__Problem to work on__
Find each line of the entries with the string "image", please, and copy it.

__Task input__
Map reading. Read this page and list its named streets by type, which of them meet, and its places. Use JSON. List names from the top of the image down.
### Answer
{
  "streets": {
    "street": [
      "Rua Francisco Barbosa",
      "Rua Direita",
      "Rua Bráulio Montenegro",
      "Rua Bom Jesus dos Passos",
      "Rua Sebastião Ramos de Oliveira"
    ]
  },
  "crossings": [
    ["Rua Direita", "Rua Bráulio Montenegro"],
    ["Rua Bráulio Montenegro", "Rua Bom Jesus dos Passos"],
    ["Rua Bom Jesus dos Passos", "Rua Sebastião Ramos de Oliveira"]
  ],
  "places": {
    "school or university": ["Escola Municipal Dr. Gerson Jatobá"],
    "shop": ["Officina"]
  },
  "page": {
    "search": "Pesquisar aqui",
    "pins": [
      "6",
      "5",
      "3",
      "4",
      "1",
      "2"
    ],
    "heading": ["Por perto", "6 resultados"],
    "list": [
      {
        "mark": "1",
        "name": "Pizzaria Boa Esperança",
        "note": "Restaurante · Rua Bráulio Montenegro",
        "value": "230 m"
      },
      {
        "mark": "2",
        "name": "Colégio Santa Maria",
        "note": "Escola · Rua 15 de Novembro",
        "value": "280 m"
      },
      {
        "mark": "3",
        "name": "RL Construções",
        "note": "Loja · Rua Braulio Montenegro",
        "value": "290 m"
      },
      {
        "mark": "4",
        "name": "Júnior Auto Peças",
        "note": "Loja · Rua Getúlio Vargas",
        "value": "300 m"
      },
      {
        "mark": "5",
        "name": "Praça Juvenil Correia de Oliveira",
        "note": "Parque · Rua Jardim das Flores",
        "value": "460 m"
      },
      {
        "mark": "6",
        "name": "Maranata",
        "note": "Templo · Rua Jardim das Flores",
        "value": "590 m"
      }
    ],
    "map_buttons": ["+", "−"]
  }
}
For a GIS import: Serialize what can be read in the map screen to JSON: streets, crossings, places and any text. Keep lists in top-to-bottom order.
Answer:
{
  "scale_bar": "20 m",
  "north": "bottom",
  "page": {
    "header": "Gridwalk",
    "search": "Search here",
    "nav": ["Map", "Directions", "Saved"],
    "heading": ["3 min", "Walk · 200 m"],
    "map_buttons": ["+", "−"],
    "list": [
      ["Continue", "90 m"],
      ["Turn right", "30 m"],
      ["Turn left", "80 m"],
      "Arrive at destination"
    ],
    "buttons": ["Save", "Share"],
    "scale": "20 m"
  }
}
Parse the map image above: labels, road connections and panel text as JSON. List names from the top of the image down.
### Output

__Answer below__
Map reading. Read this page and list its named streets by type, which of them meet, and its places. Use JSON. List names from the top of the image down.
Parse the map image above: labels, road connections and panel text as JSON. List names from the top of the image down.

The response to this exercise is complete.